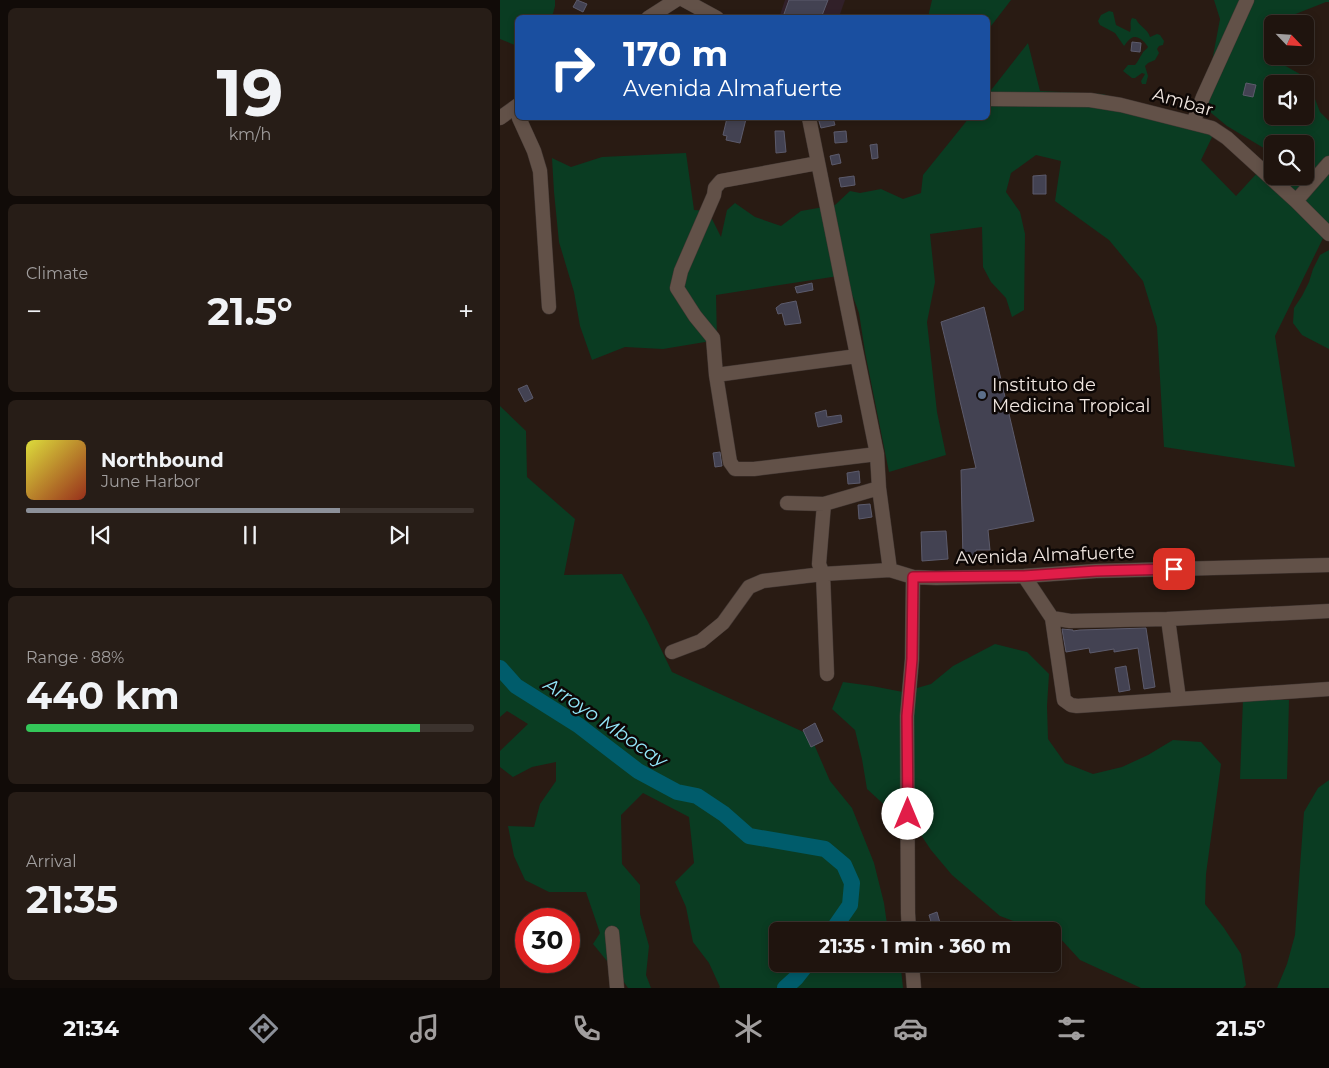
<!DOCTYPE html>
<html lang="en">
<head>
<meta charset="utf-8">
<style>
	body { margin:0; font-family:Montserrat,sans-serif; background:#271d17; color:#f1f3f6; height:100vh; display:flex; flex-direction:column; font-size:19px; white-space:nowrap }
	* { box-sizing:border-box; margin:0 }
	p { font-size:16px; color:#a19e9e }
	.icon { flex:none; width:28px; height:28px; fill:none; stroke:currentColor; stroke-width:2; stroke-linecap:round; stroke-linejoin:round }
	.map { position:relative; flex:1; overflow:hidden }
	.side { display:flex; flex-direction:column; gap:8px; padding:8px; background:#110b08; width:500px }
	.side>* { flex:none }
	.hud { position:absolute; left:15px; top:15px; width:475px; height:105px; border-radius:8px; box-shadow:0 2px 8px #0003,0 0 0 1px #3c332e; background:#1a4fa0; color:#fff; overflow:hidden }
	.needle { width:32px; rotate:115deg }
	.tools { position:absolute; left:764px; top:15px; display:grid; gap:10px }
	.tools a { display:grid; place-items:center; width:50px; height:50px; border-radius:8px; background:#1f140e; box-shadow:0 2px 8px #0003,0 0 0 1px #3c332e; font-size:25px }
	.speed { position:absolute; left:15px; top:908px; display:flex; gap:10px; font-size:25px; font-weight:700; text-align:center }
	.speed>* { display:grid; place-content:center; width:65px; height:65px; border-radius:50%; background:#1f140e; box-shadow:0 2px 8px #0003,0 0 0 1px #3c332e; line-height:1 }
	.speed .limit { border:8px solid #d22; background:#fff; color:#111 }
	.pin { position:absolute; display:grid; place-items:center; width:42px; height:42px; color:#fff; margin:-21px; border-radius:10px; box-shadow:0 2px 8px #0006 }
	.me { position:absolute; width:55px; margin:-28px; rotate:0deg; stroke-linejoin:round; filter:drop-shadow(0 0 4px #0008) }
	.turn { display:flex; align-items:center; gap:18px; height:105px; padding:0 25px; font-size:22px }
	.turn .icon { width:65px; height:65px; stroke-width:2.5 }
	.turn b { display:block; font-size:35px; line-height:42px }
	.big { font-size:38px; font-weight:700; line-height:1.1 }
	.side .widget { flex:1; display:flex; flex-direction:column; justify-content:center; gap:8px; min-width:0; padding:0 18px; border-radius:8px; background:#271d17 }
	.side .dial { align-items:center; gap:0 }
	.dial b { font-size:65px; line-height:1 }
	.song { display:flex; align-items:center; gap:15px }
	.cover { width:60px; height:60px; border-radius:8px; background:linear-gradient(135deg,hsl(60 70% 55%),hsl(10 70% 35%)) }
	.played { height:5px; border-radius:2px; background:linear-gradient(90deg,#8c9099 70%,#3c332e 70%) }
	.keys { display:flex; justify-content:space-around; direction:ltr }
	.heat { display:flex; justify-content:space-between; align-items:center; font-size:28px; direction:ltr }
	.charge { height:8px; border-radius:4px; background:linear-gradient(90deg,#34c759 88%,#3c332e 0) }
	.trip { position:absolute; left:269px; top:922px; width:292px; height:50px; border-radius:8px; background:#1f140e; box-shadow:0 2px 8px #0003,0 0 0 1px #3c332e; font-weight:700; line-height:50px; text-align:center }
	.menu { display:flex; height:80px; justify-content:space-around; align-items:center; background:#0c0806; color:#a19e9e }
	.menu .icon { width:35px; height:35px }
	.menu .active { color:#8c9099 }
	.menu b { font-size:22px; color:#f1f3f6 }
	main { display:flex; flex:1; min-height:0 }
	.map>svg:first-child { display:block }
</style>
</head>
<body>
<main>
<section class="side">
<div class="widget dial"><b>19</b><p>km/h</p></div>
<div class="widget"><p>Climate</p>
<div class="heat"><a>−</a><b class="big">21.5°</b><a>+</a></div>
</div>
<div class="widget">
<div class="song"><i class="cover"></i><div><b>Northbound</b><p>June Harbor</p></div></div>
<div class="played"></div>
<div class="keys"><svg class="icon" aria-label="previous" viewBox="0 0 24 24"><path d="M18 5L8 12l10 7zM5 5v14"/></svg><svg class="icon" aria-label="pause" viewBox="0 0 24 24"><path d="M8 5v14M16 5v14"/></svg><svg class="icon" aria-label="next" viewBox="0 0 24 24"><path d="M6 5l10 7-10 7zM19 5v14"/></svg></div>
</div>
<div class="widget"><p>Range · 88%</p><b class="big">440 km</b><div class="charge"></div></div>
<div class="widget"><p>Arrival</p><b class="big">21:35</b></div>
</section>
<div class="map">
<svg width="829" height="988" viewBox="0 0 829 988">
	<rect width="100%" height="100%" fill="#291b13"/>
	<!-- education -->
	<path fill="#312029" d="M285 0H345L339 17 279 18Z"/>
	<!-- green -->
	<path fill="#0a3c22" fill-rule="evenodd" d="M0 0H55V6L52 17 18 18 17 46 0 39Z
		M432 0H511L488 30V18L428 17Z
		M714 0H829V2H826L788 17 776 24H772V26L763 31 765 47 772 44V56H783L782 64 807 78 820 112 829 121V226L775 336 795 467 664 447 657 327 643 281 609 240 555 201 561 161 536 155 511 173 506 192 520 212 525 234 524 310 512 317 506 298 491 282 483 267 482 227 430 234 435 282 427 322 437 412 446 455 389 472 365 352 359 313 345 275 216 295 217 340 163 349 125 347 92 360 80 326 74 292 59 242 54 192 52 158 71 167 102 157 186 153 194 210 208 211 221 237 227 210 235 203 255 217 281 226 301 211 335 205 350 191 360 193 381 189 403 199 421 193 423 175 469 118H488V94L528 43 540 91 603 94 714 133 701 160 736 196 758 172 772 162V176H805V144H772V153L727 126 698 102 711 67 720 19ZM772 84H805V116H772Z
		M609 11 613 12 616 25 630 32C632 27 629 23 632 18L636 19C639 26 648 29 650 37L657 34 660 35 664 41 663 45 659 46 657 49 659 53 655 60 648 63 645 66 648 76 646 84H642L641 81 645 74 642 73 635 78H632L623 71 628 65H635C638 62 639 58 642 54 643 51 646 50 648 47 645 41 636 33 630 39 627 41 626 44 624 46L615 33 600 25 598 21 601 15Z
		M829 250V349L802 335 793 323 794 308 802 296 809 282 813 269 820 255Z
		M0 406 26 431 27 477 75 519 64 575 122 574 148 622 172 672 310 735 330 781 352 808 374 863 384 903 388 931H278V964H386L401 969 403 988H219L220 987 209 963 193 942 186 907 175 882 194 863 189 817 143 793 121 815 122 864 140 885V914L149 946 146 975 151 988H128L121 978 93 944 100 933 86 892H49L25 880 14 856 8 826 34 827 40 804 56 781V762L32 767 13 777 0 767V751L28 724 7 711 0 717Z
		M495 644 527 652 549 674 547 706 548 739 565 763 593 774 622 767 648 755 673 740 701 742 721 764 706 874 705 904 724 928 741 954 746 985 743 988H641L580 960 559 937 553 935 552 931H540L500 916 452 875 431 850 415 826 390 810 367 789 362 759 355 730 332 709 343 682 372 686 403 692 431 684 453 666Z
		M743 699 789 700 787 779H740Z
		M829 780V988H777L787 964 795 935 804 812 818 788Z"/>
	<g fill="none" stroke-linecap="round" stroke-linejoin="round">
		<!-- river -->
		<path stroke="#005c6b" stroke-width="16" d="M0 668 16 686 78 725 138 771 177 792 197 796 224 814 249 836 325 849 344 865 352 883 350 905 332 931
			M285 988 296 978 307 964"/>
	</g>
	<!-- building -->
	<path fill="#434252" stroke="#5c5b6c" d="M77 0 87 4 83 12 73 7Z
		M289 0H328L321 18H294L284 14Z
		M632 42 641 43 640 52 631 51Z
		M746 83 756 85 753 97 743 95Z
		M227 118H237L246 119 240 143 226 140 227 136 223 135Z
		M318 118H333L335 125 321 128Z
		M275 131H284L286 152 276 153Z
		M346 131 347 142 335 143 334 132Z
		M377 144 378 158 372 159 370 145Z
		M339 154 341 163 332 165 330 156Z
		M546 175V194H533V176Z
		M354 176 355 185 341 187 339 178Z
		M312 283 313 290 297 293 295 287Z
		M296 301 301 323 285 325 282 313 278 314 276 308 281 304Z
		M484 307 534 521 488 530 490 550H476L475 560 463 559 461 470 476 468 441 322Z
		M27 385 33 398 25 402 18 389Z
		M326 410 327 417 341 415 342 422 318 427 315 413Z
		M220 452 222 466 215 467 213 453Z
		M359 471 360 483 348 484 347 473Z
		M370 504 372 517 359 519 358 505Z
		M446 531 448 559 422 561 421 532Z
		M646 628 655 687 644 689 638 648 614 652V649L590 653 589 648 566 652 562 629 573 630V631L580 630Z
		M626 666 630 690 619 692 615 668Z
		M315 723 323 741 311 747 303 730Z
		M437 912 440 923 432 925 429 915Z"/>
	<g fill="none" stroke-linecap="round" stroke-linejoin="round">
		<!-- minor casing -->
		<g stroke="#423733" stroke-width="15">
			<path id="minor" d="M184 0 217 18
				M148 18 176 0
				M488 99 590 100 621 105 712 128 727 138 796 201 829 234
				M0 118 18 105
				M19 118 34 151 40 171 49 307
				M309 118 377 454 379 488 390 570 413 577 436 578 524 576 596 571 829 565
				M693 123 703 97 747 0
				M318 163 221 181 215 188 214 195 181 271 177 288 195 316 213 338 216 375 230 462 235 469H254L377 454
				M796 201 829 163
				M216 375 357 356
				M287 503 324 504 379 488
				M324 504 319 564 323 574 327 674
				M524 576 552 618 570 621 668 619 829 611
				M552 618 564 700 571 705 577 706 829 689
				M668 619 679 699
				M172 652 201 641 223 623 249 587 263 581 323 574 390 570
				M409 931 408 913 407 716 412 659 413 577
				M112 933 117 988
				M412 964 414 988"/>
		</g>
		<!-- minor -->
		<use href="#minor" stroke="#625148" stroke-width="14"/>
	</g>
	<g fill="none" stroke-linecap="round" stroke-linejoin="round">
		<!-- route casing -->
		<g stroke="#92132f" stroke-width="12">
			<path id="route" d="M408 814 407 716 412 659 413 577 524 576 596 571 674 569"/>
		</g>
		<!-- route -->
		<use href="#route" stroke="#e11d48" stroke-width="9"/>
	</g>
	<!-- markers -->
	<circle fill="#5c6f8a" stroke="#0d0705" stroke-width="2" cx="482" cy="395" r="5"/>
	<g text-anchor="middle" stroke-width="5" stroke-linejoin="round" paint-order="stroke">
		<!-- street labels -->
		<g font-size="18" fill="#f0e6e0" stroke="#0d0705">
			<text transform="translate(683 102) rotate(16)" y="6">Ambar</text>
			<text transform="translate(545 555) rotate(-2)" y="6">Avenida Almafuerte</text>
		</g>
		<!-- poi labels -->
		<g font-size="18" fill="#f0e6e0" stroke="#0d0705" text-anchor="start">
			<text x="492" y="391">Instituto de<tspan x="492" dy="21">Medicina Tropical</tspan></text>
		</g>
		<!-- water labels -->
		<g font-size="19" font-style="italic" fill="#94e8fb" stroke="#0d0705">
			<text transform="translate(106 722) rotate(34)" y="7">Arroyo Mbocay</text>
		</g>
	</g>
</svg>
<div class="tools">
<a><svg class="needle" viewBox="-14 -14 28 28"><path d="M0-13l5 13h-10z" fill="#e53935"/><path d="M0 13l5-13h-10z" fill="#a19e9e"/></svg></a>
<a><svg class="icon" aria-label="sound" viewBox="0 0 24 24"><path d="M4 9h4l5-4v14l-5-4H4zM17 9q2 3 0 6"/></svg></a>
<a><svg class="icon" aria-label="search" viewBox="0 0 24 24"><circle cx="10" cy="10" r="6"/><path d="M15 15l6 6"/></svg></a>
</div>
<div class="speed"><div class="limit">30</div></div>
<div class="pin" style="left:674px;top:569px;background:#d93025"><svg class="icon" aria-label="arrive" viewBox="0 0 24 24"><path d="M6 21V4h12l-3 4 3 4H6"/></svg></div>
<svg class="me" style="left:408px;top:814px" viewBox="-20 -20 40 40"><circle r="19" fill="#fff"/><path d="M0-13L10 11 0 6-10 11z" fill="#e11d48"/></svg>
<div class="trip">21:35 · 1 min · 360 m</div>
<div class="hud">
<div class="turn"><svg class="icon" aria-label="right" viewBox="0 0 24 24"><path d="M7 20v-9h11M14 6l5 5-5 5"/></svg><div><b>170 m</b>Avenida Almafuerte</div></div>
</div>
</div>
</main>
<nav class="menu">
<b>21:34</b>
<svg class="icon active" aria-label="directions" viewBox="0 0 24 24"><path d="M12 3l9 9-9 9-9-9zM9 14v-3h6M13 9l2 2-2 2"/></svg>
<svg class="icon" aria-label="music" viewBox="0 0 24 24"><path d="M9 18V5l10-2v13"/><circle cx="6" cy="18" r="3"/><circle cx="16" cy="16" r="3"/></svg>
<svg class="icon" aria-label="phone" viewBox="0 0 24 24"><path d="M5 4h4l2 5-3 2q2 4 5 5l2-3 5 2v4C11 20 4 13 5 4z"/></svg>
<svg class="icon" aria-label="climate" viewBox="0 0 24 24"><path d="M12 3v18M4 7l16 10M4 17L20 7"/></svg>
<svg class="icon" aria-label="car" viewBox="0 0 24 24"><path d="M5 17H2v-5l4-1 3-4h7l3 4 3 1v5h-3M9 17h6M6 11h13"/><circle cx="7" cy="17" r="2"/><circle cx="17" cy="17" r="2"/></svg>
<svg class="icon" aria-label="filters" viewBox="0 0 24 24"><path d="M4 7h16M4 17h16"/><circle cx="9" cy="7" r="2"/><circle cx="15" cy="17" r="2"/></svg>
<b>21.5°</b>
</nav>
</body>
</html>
=-=-=-=-=
TASK TO CARRY OUT: Go through the records. Copy each line where "overflow" appears.

RESPONSE:
	.map { position:relative; flex:1; overflow:hidden }
	.hud { position:absolute; left:15px; top:15px; width:475px; height:105px; border-radius:8px; box-shadow:0 2px 8px #0003,0 0 0 1px #3c332e; background:#1a4fa0; color:#fff; overflow:hidden }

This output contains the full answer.